Success story # Highlights:
- Industry sector: Automotive, Aerospace
- Key codes used: Nek5000
Organisations & Codes Involved:
The Swedish e-Science Research Centre (SeRC) is a national e-science initiative, funded by the Swedish government Strategic Research Area Initiative, dedicated to provide e-infrastructure support and to improve important e-science software on future HPC platforms. The largest part of this support is provided by giving researchers access to the national computational experts and infrastructure and to promote collaboration between scientific experts and computational experts.
Nek5000 is an open-source code for the simulation of incompressible flows. Nek5000 is widely used in a broad range of applications, including the study of thermal hydraulics in nuclear reactor cores, the modelling of ocean currents, and the simulation of combustion in mechanical engines.
Topic of collaboration:
Collaboration between EXCELLERAT and SeRC is concentrated on improving the performance of the Nek5000 programme and getting Nek5000 ready to run on future hardware. There is a common interest in developing this CFD solver as it is the reference code for both EXCELLERAT and SESSI, which is one of the SeRC’s research communities. This scientific code allows to perform high-fidelity simulations of relatively complex and industrially relevant flows. It shows as well very good parallel scaling properties making it a good candidate for Exascale computing.
In particular, it was necessary to port and optimise Nek5000 on GPU systems, specifically systems using hardware provided by NVIDIA and AMD. As part of the collaboration, it was necessary to examine the best practices in porting the code to the different software environments provided by AMD and NVIDIA and look at ways to re-use and standardise the work required due to the different hardware and software.
Results of collaboration:
The first achievement of the collaboration between EXCELLERAT and SeRC was the extension of the CPU version of Nek5000 to run on NVIDIA GPUs using OpenACC directives. The results showing the performance of the two versions are given in Fig. 1.
After profiling the OpenACC version it was found that the directive approach was creating some inefficient small kernels. After merging some kernels by rewriting them in CUDA, a significant reduction of their total runtime was achieved, for example for calculations running on A100 machines replacing 6 OpenACC kernels in a loop with a single CUDA Fortran call reduced the runtime from 800 µs to 200 µs.
Also, as part of the profiling work, several routines were found to have significant bank conflicts when certain input was used. When these were removed the duration of the affected kernels improved by around 20%.

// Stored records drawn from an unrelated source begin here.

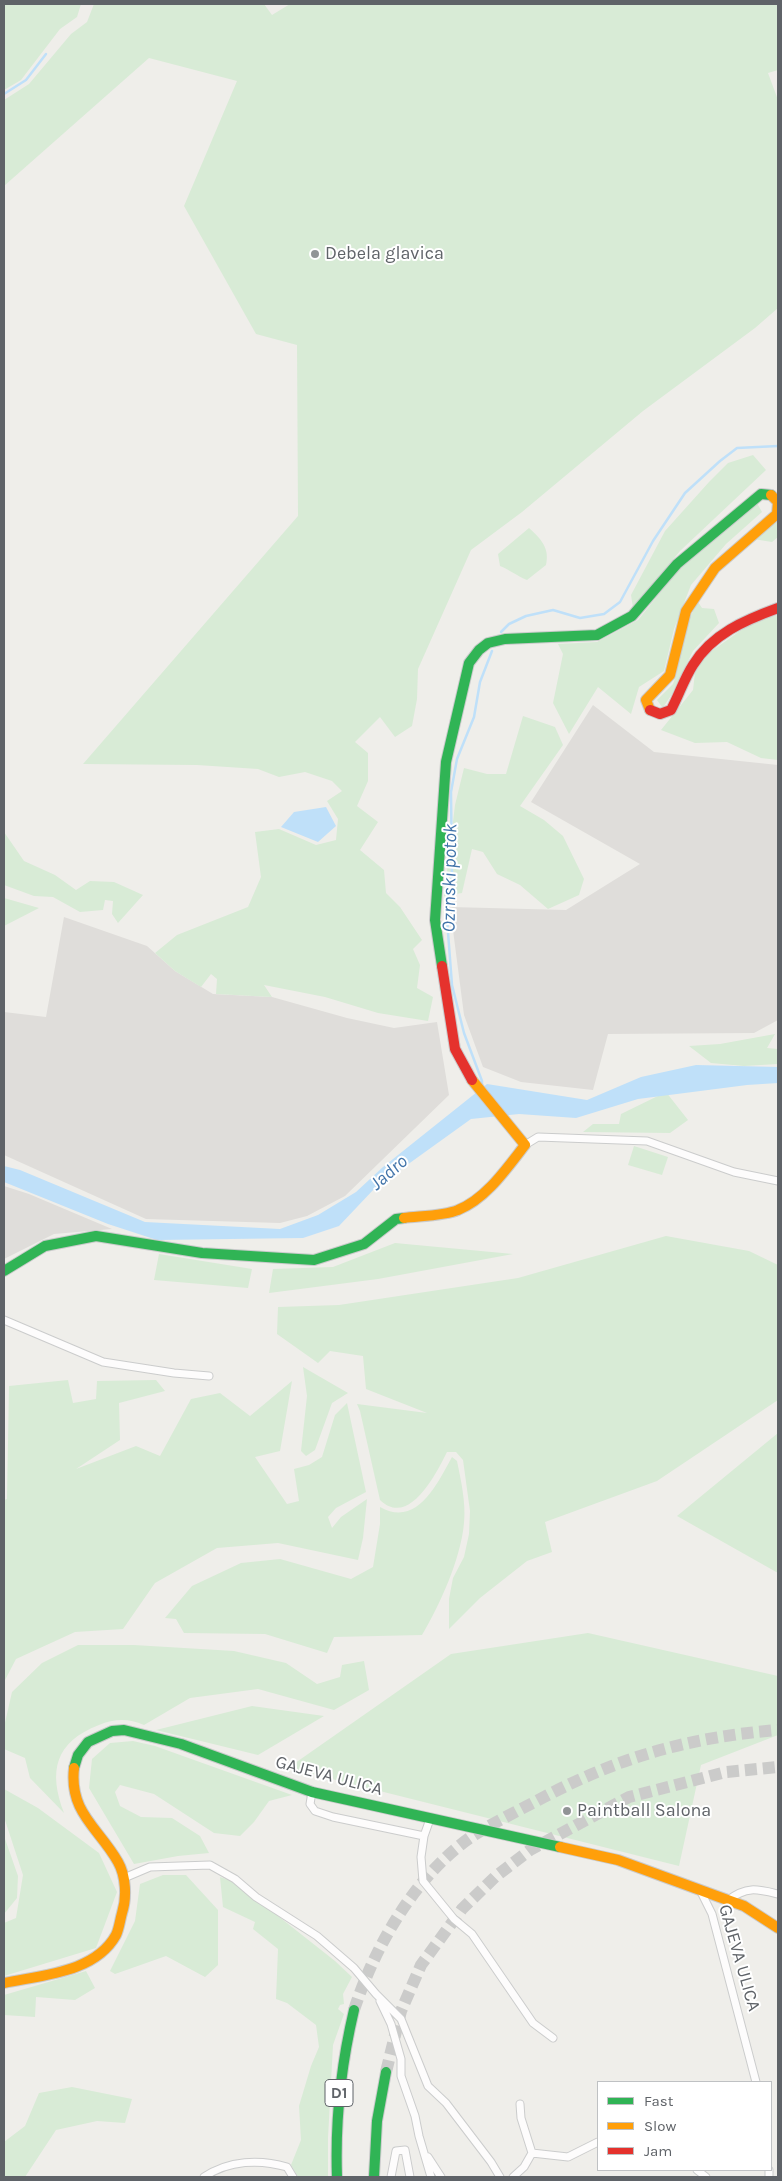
<!DOCTYPE html>
<style>
body{margin:0}
#map{position:relative;width:782px;height:2181px;overflow:hidden;background:#efeeea;font-family:Karla,sans-serif}
canvas{display:block}
.frame{position:absolute;inset:0;border:5px solid #5f6368;pointer-events:none}
.legend{position:absolute;left:597px;top:2081px;width:175px;height:90px;box-sizing:border-box;background:#fff;border:1px solid #bfc1c3;margin:0;padding:6px 9px;list-style:none;font-size:15px;color:#5f6368}
.legend li{display:flex;align-items:center;gap:10px;height:25px}
.legend b{width:25px;border:1px solid #bfc1c3}
</style>
<div id="map">
<canvas width="782" height="2181"></canvas>
<div class="frame"></div>
<ul class="legend">
<li><b style="height:6px;background:#30b455"></b>Fast</li>
<li><b style="height:6px;background:#ff9f0a"></b>Slow</li>
<li><b style="height:6px;background:#e5322d"></b>Jam</li>
</ul>
</div>
<script>
const ctx = document.querySelector('canvas').getContext('2d');
ctx.lineJoin = 'round';
function paint(path, color) { ctx.fillStyle = color; ctx.fill(path, 'evenodd'); }
function stroke(path, color, width, dash) { ctx.strokeStyle = color; ctx.lineWidth = width; ctx.lineCap = dash ? 'butt' : 'round'; ctx.setLineDash(dash || []); ctx.stroke(path); }
function drawText(font, color, halo, rows, align = 'center') {
  ctx.font = font + ' Karla,sans-serif'; ctx.lineWidth = 4; ctx.setLineDash([]); ctx.textBaseline = 'middle'; ctx.strokeStyle = halo; ctx.fillStyle = color; for (const [text, x, y, turn = 0] of rows) {
    ctx.save(); ctx.translate(x, y); ctx.rotate((+turn || 0) * Math.PI / 180); ctx.textAlign = isNaN(turn) ? turn : align; if (halo) ctx.strokeText(text, 0, 0); ctx.fillText(text, 0, 0); ctx.restore();
  }
}
paint(new Path2D(`
 M593,705l61,47 124,13v255l-24,13 -146,1 -15,56 -72,-8 -38,-15 -19,-52 -14,-108 116,3 74,-46 -109,-62z
 M64,917l83,29 28,25 38,23 59,3 75,21 47,10 43,-6 12,73 -104,101 -38,20 -27,7 -134,-4 -142,-64v-143l42,5z
 M4,1186l25,8 83,35 -58,5 -50,25z`), '#dfddda');
paint(new Path2D(`
 M4,4h77l-4,13 -17,12 -39,51 -17,10z
 M94,4h170l8,11 18,-11h488v66l-10,3 10,27v208l-23,20 -112,83 -121,101 -51,38 -53,119 -1,30 -5,27 -17,11 -15,-20 -25,25 13,11v28l-11,25 21,16 -18,28 24,20 2,23 14,14 22,33 -9,9 7,16 -3,23 16,9 -5,24 -50,-8 -53,-16 -61,-12 8,12 -56,-3 1,-15 -6,-5 -10,13 -26,-16 -20,-18 22,-18 71,-28 13,-30 -6,-45 24,-3 37,16 20,-5 2,-21 -11,-18 15,-10 -10,-10 -27,-9 -26,5 -21,-8 -61,-4 -114,-1 215,-248 -1,-171 -41,-11 -72,-128 53,-125 -88,-23 -145,128v-86l25,-16 42,-50 16,-12z
 M753,455l13,15 -86,81 -47,57 -2,-13 34,-64 44,-49 19,-19z
 M757,503l5,9 -36,32 -35,41 -17,44 -10,42 -25,16 -8,27 -33,-27 -29,47 -16,-31 10,-49 -5,-10 39,-2 41,-22 43,-53z
 M778,520v17l-6,5 -19,-3z
 M529,528c12,11 21,20 17,37l-19,15c-10,-4 -17,-10 -27,-14l-2,-12z
 M698,602l4,6 12,1 5,14 -26,28 -21,43 -8,12 -2,1 -5,-7 16,-16 3,-8 10,-51z
 M778,615v145l-17,-2 -34,-16 -32,1 -34,-13 32,-40 2,-17 11,-18 48,-34z
 M523,716l32,11 8,18 -43,61 24,14 19,16 21,43 -5,16 -31,14 -28,-24 -23,-11 -14,-22 -11,-3 -10,44 -18,3 11,-91 9,-37 23,6h19z
 M4,832l20,29 31,14 21,15 14,-9 24,1 29,13 -25,28 -6,-9 1,-13 -8,-1 -2,10 -23,2 -27,-15 -19,-1 -30,-11z
 M4,898l35,10 -35,18z
 M775,1034l-8,14 11,1v15l-34,2 -33,-3 -22,-17 31,-2z
 M666,1092l22,28 -18,13 -87,-1 10,-8h26l2,-10z
 M634,1146l34,11 -6,18 -34,-10z
 M666,1236l83,15 29,14v135l-121,81 -112,41 7,30 -25,9 -47,37 -31,31v-30l4,-21 11,-21 5,-23 1,-23 -7,-51 -7,-8h-9c-11,22 -38,76 -67,48l-20,-89 -3,-7 70,9 -61,-24 -3,-33 -33,-5 -12,12 -41,-29 1,-27 61,-2 179,-27z
 M395,1243l118,11 -135,25 -109,14 4,-24 60,-2z
 M159,1254l93,15 -4,19 -94,-8z
 M303,1367l45,26 -16,10 -17,47 -9,6 -5,-5 6,-55z
 M68,1380l5,23 23,-4 1,-18 59,-1 9,11 -46,12 1,37 -44,29 60,-23 24,10 31,-57 29,-6 30,23 42,-35 -12,70 -25,6 32,47 12,-3 -5,-32 15,-4 13,-8 13,-42 12,-12 19,89 -30,16 -8,9 4,11 9,-11 26,-18 -4,39 -5,22 -80,-17 -61,5 -62,35 -32,46 -48,3 -59,27 -12,23v-182l3,-1 2,-113z
 M778,1433v140l-101,-57z
 M452,1457l5,4c4,20 9,41 7,62 -3,35 -24,82 -42,112l-88,2 -7,16 -62,-19 -81,-1 -8,-14 -11,-1 27,-32 49,-23 39,-4 71,20 22,-12 7,-43v-17c37,21 57,-23 72,-50z
 M588,1633l190,43v59l-77,30 -22,101 -391,-98 163,-114z
 M78,1645h56l100,6 52,12 31,21 23,-7 2,-12 22,-4 5,29 -35,20 -76,-21 -68,9 -46,27c-16,-7 -30,-6 -45,0 -44,17 -51,46 -35,88l-34,-35 -5,-20 -21,-9v-22l8,-35 30,-29z
 M252,1706l72,10 -66,39 -102,-25z
 M133,1741l22,5 137,49 -23,6 -15,21 -14,14 -26,-3 -60,-39 -34,-9 -5,7 5,14 21,11 31,1 28,18 9,17 -31,3 -44,8 -45,-76 3,-29 18,-16z
 M4,1789l34,19 61,45 18,39 -21,56 -92,28v-53l12,-5 7,-43 -19,-58z
 M4,1836l14,40 -1,22 -13,16z
 M163,1875h23l32,35v55l-13,12 -39,-21 -51,18 -5,-3 25,-50 5,-37z
 M220,1877l15,5 100,79 17,16 -9,17 1,10 -4,1 -2,4 6,5 -11,31 -5,93v39h-30l-7,-12 10,-25 -2,-34 12,-40 8,-19 -3,-22 -29,-22 -11,-4 2,-50 -25,-20 2,-7 -32,-15z
 M86,1971l9,17 -20,12 -39,-3 -1,20 -31,-2v-20z
 M72,2087l60,12 -7,24 -28,-2 -41,9 -31,47h-21v-35l21,-16 14,-33z`), '#d8ebd6');
paint(new Path2D(`
 M326,807l10,19 -18,16 -37,-15 13,-15z
 M696,1065l82,2v16l-31,2 -109,14 -62,19 -57,-4 -48,5 -96,69 -36,38 -36,12 -146,2 -49,-16 -104,-42v-16l16,4 125,52 135,7 38,-14 38,-23 27,-25 104,-83 100,16 54,-23z`), '#bfe0f9');
stroke(new Path2D(`
 M4,94l22,-14 20,-26
 M501,632l8,-8 17,-8 27,-6 27,8 24,-4 16,-12 33,-61 32,-48 35,-32 17,-13 41,-2
 M482,1088v-7l-18,-48 -12,-48 -5,-66 5,-41 -1,-86 6,-33 17,-42 6,-35 12,-31`), '#bfe0f9', 2.5);
stroke(new Path2D(`
 M354,2010c21,-64 61,-134 117,-173 23,-15 49,-27 73,-40 78,-41 147,-60 234,-67
 M386,2072l15,-61 20,-46 41,-56 33,-32 35,-27 99,-53 97,-25 52,-5`), '#cbcbca', 12, [12, 6]);
const street = new Path2D(`
 M525,1145l13,-8 109,4 87,31 44,9
 M4,1320l99,42 71,11 35,3
 M312,1792l-2,12 5,7 18,6 91,19
 M430,1819l-6,17 -3,21 2,24 31,38 18,15 61,89 20,15
 M124,1878l26,-11 60,-2 25,14 21,18 61,39 37,32 22,26 25,25 27,67 18,17 45,59 9,15
 M700,1890l12,24 44,168
 M728,1900c19,-14 29,-11 50,-6
 M380,2001l11,23 10,35v17l14,40 4,20 12,41
 M520,2104l1,14 11,35 36,4 30,-15
 M428,2157l13,20
 M697,2170l9,7
 M769,2170v7
 M204,2177c25,-17 56,-18 83,-10l6,10
 M391,2177l5,-26 9,-1 5,27
 M513,2177l11,-10 8,-14`);
const fast = new Path2D(`
 M442,966l-7,-46 11,-158 23,-99 10,-13 9,-7 17,-4 92,-4 35,-19 45,-52 84,-70 10,1
 M4,1271l41,-25 51,-10 106,17 112,7 50,-16 32,-25 8,-1
 M74,1768l4,-13 10,-13 24,-11 12,-1 57,14 131,48 248,55
 M337,2177c-2,-57 4,-112 17,-167
 M374,2177l3,-56 9,-49`);
const slow = new Path2D(`
 M650,710l-4,-10 24,-25 16,-64 29,-43 62,-54 1,-12 -7,-7
 M404,1218c15,-2 40,-2 54,-8 28,-11 49,-42 67,-65l-53,-65
 M560,1847l58,13 126,46 34,22
 M4,1983c37,-8 91,-10 112,-48 3,-6 4,-15 6,-22 5,-15 4,-37 -4,-51 -19,-34 -49,-49 -44,-94`);
const jam = new Path2D(`
 M650,710l10,4 11,-4c8,-15 13,-31 22,-45 19,-31 52,-45 85,-57
 M442,966l13,83 17,31`);
stroke(street, '#cbcccc', 9);
stroke(fast, '#cacacb', 12);
stroke(slow, '#cacacb', 12);
stroke(jam, '#cacacb', 12);
stroke(street, '#fdfcfc', 7);
stroke(fast, '#30b455', 10);
stroke(slow, '#ff9f0a', 10);
stroke(jam, '#e5322d', 10);
for (const [x, y, r, color] of [
 [315,254,5,"#919496"],
 [567,1811,5,"#919496"]
]) { const dot = new Path2D(); dot.arc(x, y, r, 0, 2 * Math.PI); ctx.fillStyle = color; ctx.fill(dot); stroke(dot, '#fff', 2); }
for (const [x, y, w] of [
 [339,2093,28]
]) { const box = new Path2D(); box.roundRect(x - w / 2, y - 13.5, w, 27, 4); ctx.fillStyle = '#fff'; ctx.fill(box); stroke(box, '#5f6368', 1); }
drawText('bold 16px', '#5f6368', null, [
 ["D1",339,2093]
]);
drawText('18px', '#5f6368', '#fff', [
 ["Debela glavica",325,254],
 ["Paintball Salona",577,1811]
], 'left');
drawText('18px', '#5f6368', '#fff', [
 ["GAJEVA ULICA",329,1776,15],
 ["GAJEVA ULICA",739,1958,74]
]);
drawText('italic 19px', '#4174aa', '#fff', [
 ["Ozrnski potok",450,878,-89],
 ["Jadro",389,1173,-41]
]);
</script>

In addition to the OpenACC version, an OpenMP version using GPU offload has been created to enable Nek5000 to run on AMD GPUs. This is necessary due to the poor support for OpenACC provided by the AMD toolchain. The OpenMP version has currently a similar performance as the OpenACC version.
What did we manage to do together that we could not have done separately?
Before the start of the collaboration, it was only possible to run Nek5000 on CPU systems. The very good parallel scaling of the CPU version allowed the problem to scale to a large number of CPU cores, but it is clear that to run on Exascale machines it would be necessary to update Nek5000 so that it could run on GPU nodes.
In addition, the OpenACC support using the AMD toolchain is poor. Similarly, the support for OpenMP with GPU offload with the NVIDIA toolchain is also poor, so it is required to create both an OpenACC version and a version using OpenMP with GPU offload, to ensure that Nek5000 can run efficiently on both AMD and NVIDIA systems.
As a result of the collaboration, we created GPU implementations using both OpenACC and OpenMP of Nek5000, ensuring that Nek5000 is ready for use on Exascale architecture. The results of a pipe simulation experiment performed on the JUWLES Booster at Jülich Supercomputing Centre (JSC), comparing OpenACC/CUDA version and CPU version (1 node has a 48 core AMD EPYC and 4 A100 GPUs) is given in Fig. 2.